Brain Storm Issue II: Turning Points&Self-Discovery | Page 13

There is nothing glamorous about suffering. One day, I was a contributing member of my family, my friend circle, and my school (someone who could hide their inner darkness from even their best friend simply by putting on a smile) and the next day I was admitted to the hospital, and had basically cut ties with my life because I couldn’t handle it anymore. I needed to step back completely; I could not do both at once. And the hard part? The world kept moving around me. I don’t know what I thought would happen, but I think I expected for my personal struggle to be more evident in the world around me. With the exception of my family and the close friends who stood by me through this struggle, the rest of the world looked much the same even after I had checked out of it. Senior year went on without me. I lost close to thirty pounds because the medicinal cocktail I was on inhibited my appetite and food disgusted me. I looked gaunt as a result of my lack of nutrition, and I slept over fifteen hours a day. Here is also where the stereotypes of depressed people forgoing personal hygiene come into play… when you are drawing on all your stores of energy and more just to get out of bed when you can, personal hygiene becomes quite trivial. I had to be reminded and persuaded to shower.

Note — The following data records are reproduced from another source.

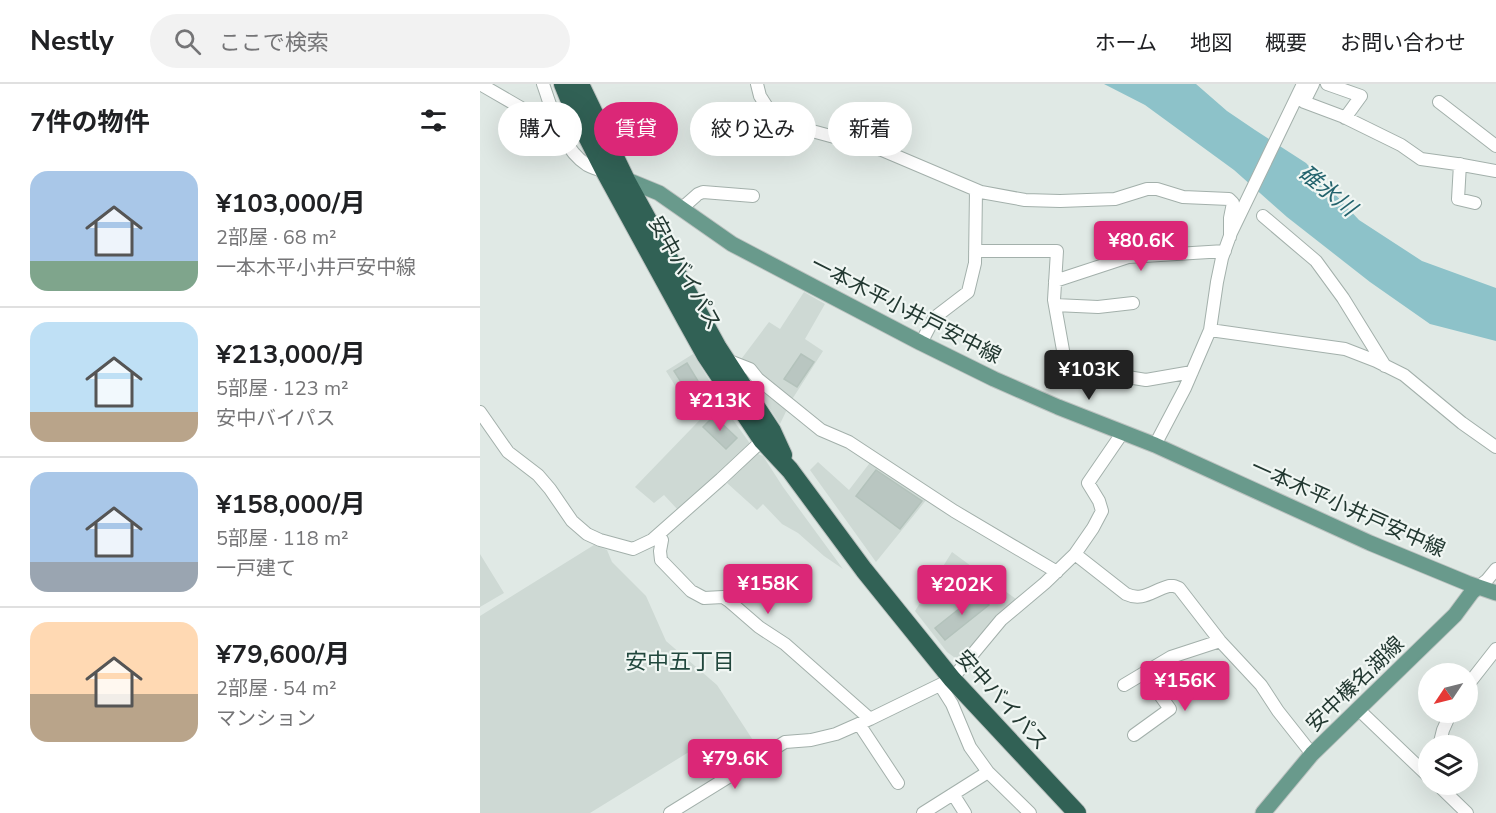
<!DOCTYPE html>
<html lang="ja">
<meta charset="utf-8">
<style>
body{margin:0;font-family:"Nunito Sans","Noto Sans JP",sans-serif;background:#f2f2f2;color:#202124;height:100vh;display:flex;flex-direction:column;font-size:22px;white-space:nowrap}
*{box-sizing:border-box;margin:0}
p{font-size:20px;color:#757577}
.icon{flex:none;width:33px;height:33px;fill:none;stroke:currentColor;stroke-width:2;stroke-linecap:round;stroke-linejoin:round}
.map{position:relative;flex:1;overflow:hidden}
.details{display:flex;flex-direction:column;background:#fff;width:480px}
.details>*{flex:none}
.hud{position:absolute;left:18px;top:18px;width:570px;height:54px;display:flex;gap:12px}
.needle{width:39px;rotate:235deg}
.buttons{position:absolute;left:938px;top:579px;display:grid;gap:12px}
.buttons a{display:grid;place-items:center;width:60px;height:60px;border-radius:50%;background:#fff;box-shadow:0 6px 24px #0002;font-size:30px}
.price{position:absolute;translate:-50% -51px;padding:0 14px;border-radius:6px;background:#db2777;color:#fff;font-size:20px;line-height:39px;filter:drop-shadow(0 2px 3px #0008)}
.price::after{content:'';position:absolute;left:50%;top:36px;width:18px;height:14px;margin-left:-9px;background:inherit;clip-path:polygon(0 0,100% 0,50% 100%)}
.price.selected{background:#222;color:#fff}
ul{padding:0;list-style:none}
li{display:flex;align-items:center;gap:18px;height:150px;padding:0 30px}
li+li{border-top:2px solid #e0e0e0}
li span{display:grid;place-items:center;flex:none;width:168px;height:120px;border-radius:18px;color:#555}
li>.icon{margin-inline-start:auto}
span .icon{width:72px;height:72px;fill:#fffc;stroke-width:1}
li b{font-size:26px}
h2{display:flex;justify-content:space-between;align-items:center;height:72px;padding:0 30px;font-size:26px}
.pill{padding:0 21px;border-radius:27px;background:#fff;box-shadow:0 6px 24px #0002;font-size:21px;line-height:54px}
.pill.selected{background:#db2777;color:#fff}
header{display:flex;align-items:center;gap:36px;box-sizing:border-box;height:84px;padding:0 30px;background:#fff;border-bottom:2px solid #e0e0e0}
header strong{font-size:28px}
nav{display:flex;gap:33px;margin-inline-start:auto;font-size:21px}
.search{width:420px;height:54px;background:#f2f2f2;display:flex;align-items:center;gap:15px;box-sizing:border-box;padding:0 21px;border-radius:33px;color:#757577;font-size:22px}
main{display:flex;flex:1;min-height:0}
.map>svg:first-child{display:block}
</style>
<header>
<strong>Nestly</strong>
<div class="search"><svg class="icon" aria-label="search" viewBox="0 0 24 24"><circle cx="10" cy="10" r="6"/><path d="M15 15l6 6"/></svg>ここで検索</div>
<nav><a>ホーム</a><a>地図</a><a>概要</a><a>お問い合わせ</a></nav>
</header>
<main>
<section class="details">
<h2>7件の物件<svg class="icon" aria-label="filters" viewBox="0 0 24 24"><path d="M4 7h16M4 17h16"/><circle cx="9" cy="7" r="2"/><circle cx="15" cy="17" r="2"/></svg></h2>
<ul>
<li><span style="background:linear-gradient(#a9c7e8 75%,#7fa58c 0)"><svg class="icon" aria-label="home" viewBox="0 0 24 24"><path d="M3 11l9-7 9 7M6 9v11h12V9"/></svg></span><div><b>¥103,000/月</b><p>2部屋 · 68 m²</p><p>一本木平小井戸安中線</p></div></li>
<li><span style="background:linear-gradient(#bfe0f5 75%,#b9a48a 0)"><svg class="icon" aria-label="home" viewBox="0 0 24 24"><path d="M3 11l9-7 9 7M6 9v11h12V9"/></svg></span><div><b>¥213,000/月</b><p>5部屋 · 123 m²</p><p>安中バイパス</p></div></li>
<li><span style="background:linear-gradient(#a9c7e8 75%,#9aa5b1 0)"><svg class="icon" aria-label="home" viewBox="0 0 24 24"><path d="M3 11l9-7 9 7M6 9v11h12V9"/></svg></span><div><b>¥158,000/月</b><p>5部屋 · 118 m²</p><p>一戸建て</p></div></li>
<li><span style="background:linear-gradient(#ffd9b3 60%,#b9a48a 0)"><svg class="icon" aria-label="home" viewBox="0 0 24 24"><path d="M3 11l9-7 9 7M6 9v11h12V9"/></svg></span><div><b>¥79,600/月</b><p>2部屋 · 54 m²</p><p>マンション</p></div></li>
</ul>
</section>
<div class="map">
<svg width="1016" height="729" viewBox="0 0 1016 729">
<rect width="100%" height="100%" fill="#e0e9e5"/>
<!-- built -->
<path fill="#ced9d4" d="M324 208 345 220 325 255 343 267 311 317 300 340 259 278 289 238 300 245Z
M213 270 237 309 212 329 186 287Z
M239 316 271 361 199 427 184 411 174 419 155 403Z
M278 370 283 372 303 403 363 485 344 472 318 449 302 440 283 420 277 426 247 399Z
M392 376 447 415 396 478 330 386 338 378 369 406Z
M114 461 127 466 132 478 166 512 186 557 237 601 282 670 239 696 217 663 110 729H0V532Z
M472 468 540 518 482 579 467 568 435 527Z
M0 470 24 509 0 523Z"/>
<!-- water -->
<path fill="#8dc2c9" d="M624 0H716L747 27 775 46 826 79 879 136 942 177 1016 204V257L950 240 890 198 807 133 754 86 665 21Z"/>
<!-- building -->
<path fill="#b9c6c1" stroke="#b3c2bb" stroke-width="1.5" d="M321 270 334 278 317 303 304 295Z
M207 279 218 297 206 306 194 287Z
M234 332 257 354 246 365 223 343Z
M396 386 442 417 420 445 376 412Z
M499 509 509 521 465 556 455 544Z"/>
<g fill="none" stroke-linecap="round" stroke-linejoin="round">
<defs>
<path id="minor" d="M0 0 81 47
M63 0C73 28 81 64 107 81 113 84 119 86 125 88
M277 0 280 12 287 23 294 32 305 38 321 44 402 66 501 108 545 116 580 117 635 115 667 105H677L703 113 749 115 753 119 750 134V153
M833 0 824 18 864 33 921 61 941 75 977 80 1016 87
M847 0 881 12 865 34
M959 18 1016 62
M980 80 978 115 995 119
M201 125 218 110 223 108 273 112
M783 132 836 177 863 214 905 282
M495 167H577L574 216 586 283 666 296 712 288
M575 197 648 173 745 167
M575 221 618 223 653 219
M730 246 865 265 896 277 924 291 982 339 1016 363
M441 259 454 234 488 208 495 179 496 106
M247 276 270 285 278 295 341 346 369 358 474 427 577 488
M0 328 28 368 58 391 70 405 92 437 107 450 120 456 153 465 172 456 241 395 287 352
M675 361 705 304 730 246 737 198 742 174 751 149 823 0
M178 451 182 456 180 467 181 476 211 507 224 514 243 513 249 517 279 543 305 560 390 635
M595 470 646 510C663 518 673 506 689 502H694L699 504 740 557 781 601 798 627 832 670
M998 503 1007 496 1016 485
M460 601 472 620 490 663 508 688 550 729
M644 601 691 573 740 557
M987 602 1016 565
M879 626 948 692
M379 640 418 699
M654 651 690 625 664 589
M959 662 963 646 971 628
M957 700 987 729
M473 710 485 729
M190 729 305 658 331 656 356 650 390 635 472 595 521 536 565 499 595 470 613 444 622 427 619 417 608 399 643 348
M443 729 508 688"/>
<path id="major" d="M140 93 179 109 252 160 441 259 514 295 578 323 675 361 890 459 987 499 1016 509
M783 729 832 670 975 531 992 508 998 503"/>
<path id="highway" d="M83 0 94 27 125 88 207 238 226 272 282 356 310 386 384 486 472 595 597 729
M100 0 146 96 238 264 292 347 303 371"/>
</defs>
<!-- minor casing -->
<use href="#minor" stroke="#a3b0ab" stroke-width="14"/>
<!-- major casing -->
<use href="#major" stroke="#bdc3c1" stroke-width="17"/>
<!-- highway casing -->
<use href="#highway" stroke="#bdc3c1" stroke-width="20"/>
<!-- minor -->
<use href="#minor" stroke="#fff" stroke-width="12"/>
<!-- major -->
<use href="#major" stroke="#699a8c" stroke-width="15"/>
<!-- highway -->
<use href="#highway" stroke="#316155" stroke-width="18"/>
</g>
<g text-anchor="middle" stroke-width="4.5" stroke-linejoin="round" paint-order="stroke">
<!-- street labels -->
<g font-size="21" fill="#223831" stroke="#f0f6f3">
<text transform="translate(205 189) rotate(61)" y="7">安中バイパス</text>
<text transform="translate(426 226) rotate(27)" y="7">一本木平小井戸安中線</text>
<text transform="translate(868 424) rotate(24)" y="7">一本木平小井戸安中線</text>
<text transform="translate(875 600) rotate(-44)" y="7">安中榛名湖線</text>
<text transform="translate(522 616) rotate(48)" y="7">安中バイパス</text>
</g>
<!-- water labels -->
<g font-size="22" font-style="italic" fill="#23636d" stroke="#f0f6f3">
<text transform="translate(848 106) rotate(39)" y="8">碓氷川</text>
</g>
<!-- neighbourhood labels -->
<g font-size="22" fill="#21473d" stroke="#f0f6f3">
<text x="200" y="585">安中五丁目</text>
</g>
</g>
</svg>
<div class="buttons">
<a><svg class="needle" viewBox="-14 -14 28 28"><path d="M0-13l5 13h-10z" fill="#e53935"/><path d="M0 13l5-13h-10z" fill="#757577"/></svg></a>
<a><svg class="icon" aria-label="layers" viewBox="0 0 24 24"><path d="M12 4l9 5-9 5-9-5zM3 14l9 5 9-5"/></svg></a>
</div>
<b class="price" style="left:661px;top:188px">¥80.6K</b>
<b class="price selected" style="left:609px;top:317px">¥103K</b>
<b class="price" style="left:240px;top:348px">¥213K</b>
<b class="price" style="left:288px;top:531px">¥158K</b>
<b class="price" style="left:482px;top:532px">¥202K</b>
<b class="price" style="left:705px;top:628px">¥156K</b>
<b class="price" style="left:255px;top:706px">¥79.6K</b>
<div class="hud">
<a class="pill">購入</a>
<a class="pill selected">賃貸</a>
<a class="pill">絞り込み</a>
<a class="pill">新着</a>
</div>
</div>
</main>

When the hospital revealed to us that in order to participate in the inpatient program I had to leave all of my clothes and personal effects on the outside, and that I could only see my family for thirty minutes each day, we decided that I would come home and try to heal there while taking part in the hospital’s outpatient program. My parents sat by me nearly twenty-four hours a day in a sort of DIY suicide watch. When they had to return to work, my eighty-year-old grandmother drove forty minutes each way every single day to stay with me, watch me, and attempt to distract me when she could. My fourteen-year-old sister locked herself in the bathroom sobbing on more than one occasion because she could not understand why my family’s focus suddenly zeroed in entirely on me, and how I could want to leave her. The pain I caused her will haunt me for the rest of my life. None of this is glamorous.